### [WHAT IS NEEDED]
Check each line of the records below and collect those that include the word "Igreja".

Stored data:
--

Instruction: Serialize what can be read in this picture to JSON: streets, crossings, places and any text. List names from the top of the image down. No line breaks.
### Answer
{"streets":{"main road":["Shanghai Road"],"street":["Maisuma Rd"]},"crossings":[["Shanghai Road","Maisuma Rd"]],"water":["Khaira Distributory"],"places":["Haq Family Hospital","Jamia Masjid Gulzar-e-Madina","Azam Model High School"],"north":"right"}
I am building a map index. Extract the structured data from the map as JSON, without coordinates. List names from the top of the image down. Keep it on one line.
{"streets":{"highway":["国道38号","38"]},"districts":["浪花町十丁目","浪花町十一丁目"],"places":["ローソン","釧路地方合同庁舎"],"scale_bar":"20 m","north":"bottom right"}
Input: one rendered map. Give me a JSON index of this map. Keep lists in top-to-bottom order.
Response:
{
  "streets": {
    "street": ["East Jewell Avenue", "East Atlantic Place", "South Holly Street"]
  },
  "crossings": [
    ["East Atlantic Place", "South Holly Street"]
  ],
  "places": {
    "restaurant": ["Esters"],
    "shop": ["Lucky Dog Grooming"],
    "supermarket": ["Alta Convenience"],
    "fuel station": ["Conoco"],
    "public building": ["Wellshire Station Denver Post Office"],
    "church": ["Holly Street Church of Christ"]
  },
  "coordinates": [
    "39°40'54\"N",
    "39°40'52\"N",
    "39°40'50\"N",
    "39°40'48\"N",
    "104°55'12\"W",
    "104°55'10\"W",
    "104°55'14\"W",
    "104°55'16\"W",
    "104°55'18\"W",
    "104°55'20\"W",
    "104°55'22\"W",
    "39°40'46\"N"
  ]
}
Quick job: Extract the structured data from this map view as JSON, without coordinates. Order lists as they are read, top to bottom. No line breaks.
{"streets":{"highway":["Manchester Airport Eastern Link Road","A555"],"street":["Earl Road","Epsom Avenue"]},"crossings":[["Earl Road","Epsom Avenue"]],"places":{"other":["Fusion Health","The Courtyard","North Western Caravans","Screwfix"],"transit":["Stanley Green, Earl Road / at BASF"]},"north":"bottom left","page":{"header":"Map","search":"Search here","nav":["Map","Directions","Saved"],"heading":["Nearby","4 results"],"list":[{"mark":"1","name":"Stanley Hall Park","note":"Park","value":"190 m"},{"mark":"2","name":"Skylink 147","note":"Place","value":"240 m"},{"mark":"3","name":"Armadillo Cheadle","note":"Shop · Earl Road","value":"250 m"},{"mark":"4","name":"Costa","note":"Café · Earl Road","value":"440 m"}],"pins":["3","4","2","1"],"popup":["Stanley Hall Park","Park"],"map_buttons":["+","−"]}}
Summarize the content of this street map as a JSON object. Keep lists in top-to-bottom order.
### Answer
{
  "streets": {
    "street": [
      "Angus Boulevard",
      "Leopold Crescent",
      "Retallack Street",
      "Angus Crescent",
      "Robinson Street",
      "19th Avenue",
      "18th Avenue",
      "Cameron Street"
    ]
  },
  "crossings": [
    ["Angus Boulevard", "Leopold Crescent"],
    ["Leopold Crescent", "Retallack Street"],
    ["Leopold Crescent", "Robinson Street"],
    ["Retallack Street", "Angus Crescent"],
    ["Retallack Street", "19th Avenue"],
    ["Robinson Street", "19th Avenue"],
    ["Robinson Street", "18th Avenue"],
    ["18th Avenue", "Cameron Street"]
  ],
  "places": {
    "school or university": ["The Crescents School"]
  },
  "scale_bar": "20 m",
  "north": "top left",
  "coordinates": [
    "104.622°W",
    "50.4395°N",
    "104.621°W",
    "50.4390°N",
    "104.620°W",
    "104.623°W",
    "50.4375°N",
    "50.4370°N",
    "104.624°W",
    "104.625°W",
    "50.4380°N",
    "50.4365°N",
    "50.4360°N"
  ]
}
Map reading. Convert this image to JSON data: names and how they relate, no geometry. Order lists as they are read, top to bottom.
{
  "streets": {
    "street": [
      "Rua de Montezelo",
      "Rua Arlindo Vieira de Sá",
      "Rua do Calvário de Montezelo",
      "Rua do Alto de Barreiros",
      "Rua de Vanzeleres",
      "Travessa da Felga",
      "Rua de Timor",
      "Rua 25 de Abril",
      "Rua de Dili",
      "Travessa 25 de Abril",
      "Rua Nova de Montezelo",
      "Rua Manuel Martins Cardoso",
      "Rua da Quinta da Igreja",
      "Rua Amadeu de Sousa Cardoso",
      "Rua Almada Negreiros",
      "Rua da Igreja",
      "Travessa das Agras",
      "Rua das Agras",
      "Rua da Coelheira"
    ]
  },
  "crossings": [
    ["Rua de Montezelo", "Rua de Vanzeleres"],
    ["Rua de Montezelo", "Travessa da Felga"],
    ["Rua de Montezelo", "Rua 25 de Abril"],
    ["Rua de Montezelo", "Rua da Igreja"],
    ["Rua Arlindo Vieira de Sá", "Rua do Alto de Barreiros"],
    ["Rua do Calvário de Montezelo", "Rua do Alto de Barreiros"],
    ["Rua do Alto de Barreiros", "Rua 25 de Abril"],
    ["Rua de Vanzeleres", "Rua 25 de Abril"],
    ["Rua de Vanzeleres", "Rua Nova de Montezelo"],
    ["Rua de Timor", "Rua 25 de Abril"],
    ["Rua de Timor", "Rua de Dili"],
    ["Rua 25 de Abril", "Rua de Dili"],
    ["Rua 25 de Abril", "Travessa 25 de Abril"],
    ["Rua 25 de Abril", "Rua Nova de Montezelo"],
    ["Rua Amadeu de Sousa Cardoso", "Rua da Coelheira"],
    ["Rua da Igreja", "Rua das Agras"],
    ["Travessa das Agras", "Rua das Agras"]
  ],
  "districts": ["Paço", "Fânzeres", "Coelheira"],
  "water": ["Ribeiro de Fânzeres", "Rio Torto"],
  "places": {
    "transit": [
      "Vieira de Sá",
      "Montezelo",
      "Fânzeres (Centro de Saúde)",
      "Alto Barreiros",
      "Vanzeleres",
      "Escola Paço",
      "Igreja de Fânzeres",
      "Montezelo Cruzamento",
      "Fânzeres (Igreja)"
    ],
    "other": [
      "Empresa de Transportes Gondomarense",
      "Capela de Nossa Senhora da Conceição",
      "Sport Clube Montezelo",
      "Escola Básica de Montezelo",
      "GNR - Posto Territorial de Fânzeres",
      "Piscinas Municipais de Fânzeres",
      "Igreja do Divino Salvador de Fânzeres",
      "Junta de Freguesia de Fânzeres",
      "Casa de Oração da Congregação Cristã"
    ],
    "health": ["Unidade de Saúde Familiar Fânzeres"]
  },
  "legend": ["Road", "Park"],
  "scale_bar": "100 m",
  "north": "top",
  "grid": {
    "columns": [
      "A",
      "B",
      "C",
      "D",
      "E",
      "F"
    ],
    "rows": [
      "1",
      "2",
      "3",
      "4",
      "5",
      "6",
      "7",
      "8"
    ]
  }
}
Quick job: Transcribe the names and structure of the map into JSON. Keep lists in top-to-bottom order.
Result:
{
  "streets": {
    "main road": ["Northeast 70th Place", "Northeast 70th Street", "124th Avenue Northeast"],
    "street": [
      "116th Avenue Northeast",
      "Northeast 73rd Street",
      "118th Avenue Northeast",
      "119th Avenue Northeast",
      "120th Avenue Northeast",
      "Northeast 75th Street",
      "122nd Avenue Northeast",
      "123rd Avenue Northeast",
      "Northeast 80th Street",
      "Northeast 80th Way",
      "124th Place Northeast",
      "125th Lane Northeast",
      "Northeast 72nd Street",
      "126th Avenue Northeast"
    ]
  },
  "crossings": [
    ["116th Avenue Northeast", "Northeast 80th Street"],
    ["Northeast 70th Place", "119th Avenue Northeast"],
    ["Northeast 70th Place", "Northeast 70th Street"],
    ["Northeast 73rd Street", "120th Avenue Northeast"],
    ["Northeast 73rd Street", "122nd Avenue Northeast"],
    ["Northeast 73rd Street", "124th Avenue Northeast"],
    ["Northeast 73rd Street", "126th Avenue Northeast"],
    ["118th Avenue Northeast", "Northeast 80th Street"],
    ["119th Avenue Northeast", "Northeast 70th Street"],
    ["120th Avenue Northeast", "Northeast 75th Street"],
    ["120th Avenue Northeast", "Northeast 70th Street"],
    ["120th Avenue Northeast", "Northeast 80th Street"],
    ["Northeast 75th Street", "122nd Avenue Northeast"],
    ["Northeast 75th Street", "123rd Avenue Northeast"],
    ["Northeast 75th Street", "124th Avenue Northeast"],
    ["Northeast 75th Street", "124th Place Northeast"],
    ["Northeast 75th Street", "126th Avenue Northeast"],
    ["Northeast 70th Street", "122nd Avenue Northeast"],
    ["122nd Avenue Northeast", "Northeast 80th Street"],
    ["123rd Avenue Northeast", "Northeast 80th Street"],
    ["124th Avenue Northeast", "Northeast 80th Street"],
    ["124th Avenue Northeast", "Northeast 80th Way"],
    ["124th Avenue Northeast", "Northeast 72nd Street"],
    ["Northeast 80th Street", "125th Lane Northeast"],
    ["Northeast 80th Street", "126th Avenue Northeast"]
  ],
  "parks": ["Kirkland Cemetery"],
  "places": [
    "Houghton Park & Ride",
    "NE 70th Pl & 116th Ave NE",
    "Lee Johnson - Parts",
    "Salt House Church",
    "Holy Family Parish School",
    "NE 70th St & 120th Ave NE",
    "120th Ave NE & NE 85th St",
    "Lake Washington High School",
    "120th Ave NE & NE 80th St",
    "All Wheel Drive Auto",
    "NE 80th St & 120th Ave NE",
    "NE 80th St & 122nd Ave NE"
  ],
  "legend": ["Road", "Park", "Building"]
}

--

### [ANSWER BOX]
      "Rua da Quinta da Igreja",
      "Rua da Igreja",
    ["Rua de Montezelo", "Rua da Igreja"],
    ["Rua da Igreja", "Rua das Agras"],
      "Igreja de Fânzeres",
      "Fânzeres (Igreja)"
      "Igreja do Divino Salvador de Fânzeres",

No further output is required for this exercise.